Test the hypothesis that employed men work on average more than 40 hours per week. Construct and interpret a 95% confidence interval for the average number of hours that men usually work per week.

## 
##  One Sample t-test
## 
## data:  df$UHRSWORKT
## t = 15.06, df = 1062, p-value < 2.2e-16
## alternative hypothesis: true mean is greater than 40
## 95 percent confidence interval:
##  43.98167      Inf
## sample estimates:
## mean of x 
##  44.47037

With a p-value less than \(2.2 \times 10^{-16}\), we find sufficient statistical evidence that men on average work more than 40 hours per week.

## 
##  One Sample t-test
## 
## data:  df$UHRSWORKT
## t = 15.06, df = 1062, p-value < 2.2e-16
## alternative hypothesis: true mean is not equal to 40
## 95 percent confidence interval:
##  43.88789 45.05284
## sample estimates:
## mean of x 
##  44.47037

We are 95% confident that men on average work between 43.9 hours per week and 45.1 hours per week.

Problem 5

What other variables in the dataset do you think may affect usual hourly earnings?
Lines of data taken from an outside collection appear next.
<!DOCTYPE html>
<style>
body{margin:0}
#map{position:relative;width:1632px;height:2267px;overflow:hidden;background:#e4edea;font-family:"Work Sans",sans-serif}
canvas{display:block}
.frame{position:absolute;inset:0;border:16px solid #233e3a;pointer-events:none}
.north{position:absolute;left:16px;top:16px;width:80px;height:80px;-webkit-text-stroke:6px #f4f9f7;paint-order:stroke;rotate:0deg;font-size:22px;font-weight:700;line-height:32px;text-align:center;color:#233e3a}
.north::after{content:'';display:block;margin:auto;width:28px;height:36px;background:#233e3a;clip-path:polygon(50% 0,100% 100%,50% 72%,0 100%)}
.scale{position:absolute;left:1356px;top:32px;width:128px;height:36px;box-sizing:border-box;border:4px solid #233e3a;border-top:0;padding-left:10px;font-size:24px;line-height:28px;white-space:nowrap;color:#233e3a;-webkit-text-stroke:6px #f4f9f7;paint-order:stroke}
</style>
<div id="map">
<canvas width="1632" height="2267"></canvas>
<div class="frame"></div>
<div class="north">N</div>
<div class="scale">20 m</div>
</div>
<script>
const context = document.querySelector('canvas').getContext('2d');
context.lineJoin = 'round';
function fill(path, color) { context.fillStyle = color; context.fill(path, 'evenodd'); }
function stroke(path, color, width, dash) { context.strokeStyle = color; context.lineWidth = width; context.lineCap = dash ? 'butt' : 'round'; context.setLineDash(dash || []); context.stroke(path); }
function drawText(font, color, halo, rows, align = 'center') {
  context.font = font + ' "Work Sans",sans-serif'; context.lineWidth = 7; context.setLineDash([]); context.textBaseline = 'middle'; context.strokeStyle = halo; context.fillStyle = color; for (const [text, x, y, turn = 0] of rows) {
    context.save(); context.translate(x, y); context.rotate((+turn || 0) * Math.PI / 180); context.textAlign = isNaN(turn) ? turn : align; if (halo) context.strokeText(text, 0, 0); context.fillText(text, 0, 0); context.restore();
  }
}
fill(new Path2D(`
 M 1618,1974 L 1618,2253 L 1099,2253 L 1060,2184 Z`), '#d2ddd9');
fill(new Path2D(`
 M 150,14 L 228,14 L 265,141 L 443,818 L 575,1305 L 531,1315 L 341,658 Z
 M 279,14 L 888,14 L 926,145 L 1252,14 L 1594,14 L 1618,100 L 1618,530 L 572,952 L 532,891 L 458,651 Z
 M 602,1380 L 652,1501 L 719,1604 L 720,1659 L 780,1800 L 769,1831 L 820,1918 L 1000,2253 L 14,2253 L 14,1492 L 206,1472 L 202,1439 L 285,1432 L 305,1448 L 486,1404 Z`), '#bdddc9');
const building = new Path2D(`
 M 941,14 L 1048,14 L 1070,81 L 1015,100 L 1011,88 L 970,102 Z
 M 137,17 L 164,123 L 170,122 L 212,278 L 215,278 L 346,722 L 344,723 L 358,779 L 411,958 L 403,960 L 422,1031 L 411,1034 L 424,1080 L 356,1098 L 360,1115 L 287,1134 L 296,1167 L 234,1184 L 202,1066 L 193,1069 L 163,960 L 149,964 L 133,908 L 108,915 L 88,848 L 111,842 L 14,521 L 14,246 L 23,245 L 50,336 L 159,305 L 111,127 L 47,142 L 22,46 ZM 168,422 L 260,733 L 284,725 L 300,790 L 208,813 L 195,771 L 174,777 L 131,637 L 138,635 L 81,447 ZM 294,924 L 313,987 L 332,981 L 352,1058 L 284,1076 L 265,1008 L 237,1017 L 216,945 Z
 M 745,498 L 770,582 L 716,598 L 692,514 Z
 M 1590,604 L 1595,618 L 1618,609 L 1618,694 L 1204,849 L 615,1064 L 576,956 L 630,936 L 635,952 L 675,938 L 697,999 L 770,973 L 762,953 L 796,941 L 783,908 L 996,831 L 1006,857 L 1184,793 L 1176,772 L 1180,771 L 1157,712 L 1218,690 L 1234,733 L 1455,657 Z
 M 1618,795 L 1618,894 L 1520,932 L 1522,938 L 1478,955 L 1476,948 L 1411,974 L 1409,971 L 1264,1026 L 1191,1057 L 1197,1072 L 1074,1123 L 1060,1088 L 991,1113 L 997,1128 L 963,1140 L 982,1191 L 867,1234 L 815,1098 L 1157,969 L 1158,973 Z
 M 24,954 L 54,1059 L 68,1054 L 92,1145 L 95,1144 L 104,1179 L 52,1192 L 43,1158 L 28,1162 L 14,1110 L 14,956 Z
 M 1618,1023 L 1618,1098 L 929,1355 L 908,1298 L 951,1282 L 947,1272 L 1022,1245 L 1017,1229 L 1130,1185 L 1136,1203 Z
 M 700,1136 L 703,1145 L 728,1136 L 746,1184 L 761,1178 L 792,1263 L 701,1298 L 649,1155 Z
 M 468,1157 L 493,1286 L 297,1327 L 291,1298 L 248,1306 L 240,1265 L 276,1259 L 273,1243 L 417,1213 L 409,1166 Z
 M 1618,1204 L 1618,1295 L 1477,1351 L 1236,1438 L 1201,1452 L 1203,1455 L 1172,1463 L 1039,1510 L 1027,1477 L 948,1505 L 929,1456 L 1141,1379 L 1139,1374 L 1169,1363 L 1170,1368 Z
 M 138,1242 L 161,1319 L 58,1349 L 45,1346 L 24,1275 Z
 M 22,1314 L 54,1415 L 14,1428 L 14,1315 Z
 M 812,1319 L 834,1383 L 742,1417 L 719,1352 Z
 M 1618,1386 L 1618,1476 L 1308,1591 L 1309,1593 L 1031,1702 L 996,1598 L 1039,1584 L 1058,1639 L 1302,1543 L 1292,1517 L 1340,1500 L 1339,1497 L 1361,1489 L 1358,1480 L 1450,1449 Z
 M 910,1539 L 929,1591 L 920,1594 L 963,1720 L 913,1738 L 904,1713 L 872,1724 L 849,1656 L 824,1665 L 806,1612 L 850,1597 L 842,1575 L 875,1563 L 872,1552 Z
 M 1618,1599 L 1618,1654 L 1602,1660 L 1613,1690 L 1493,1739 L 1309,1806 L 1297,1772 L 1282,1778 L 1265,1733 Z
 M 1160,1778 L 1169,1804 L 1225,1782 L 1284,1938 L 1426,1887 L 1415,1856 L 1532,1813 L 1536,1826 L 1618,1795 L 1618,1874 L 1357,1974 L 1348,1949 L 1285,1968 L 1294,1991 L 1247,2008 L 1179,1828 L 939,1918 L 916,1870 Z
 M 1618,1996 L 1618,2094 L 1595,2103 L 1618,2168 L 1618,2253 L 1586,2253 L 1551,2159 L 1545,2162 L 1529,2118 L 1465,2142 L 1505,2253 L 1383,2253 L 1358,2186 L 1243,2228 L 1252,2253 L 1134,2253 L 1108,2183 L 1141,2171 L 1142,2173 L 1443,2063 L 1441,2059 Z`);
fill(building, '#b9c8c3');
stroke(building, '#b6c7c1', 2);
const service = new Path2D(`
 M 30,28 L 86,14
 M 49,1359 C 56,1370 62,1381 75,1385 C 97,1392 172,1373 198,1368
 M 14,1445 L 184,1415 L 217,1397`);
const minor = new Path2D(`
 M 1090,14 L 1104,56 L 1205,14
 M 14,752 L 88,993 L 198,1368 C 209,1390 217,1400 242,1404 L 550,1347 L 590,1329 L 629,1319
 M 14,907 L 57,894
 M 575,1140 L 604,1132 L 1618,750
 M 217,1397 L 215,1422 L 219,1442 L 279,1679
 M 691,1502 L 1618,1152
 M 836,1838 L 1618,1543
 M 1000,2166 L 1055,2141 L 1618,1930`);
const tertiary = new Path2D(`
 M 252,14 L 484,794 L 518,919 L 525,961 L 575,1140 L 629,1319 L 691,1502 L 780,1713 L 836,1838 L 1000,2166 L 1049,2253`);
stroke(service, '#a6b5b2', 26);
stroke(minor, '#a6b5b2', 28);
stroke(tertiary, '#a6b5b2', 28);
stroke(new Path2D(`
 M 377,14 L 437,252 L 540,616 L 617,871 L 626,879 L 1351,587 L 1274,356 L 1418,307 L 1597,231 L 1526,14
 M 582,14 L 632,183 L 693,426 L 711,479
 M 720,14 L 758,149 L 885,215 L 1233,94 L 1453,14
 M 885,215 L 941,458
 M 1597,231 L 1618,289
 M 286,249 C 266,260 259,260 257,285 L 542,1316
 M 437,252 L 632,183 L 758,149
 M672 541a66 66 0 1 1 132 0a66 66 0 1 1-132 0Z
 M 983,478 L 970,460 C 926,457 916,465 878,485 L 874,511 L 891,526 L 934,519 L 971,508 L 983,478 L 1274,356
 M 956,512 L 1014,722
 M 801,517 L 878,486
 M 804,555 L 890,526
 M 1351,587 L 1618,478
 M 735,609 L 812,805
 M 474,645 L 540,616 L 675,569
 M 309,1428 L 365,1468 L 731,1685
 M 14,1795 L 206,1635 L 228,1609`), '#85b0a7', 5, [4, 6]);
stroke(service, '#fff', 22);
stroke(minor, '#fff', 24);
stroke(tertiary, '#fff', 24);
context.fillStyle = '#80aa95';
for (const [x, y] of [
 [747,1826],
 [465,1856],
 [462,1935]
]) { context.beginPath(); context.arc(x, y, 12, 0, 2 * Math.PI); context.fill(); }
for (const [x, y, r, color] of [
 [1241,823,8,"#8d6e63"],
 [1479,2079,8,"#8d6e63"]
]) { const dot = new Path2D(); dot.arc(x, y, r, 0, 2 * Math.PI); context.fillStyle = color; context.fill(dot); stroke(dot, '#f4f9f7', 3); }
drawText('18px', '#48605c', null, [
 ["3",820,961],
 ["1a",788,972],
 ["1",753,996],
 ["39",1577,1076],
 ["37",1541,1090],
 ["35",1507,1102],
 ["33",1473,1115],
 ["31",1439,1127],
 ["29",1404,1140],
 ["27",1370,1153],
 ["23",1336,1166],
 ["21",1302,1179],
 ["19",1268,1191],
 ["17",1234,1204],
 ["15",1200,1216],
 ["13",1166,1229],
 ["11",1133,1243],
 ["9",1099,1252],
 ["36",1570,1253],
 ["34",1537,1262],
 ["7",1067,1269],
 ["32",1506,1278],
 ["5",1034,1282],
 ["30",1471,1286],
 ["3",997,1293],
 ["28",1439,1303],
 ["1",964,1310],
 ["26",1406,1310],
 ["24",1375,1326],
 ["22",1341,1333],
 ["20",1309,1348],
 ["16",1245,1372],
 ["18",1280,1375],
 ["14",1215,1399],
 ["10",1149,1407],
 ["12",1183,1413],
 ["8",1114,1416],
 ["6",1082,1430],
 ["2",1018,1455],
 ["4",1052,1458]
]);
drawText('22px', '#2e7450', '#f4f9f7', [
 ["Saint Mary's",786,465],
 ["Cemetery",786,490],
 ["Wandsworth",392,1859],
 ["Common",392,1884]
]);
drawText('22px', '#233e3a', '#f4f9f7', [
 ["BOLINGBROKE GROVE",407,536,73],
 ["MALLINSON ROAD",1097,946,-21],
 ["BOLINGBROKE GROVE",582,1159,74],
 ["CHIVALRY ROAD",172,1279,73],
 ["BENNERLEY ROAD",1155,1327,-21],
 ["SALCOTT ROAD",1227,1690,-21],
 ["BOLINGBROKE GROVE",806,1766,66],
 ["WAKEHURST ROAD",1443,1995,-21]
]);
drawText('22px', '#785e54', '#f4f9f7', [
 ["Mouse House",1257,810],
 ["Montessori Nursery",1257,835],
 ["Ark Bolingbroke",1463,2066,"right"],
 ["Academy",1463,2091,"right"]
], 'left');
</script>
Describe the relationship you may expect? What statistical tests would you use to determine if these relationships exist?

We found evidence that education is positively correlated with earnings.

I expect that usual hours worked is also positively correlated with earnings. This could be measured with a correlation.

I expect that partners’ earnings are also positively correlated with earnings. This could be measured with a correlation.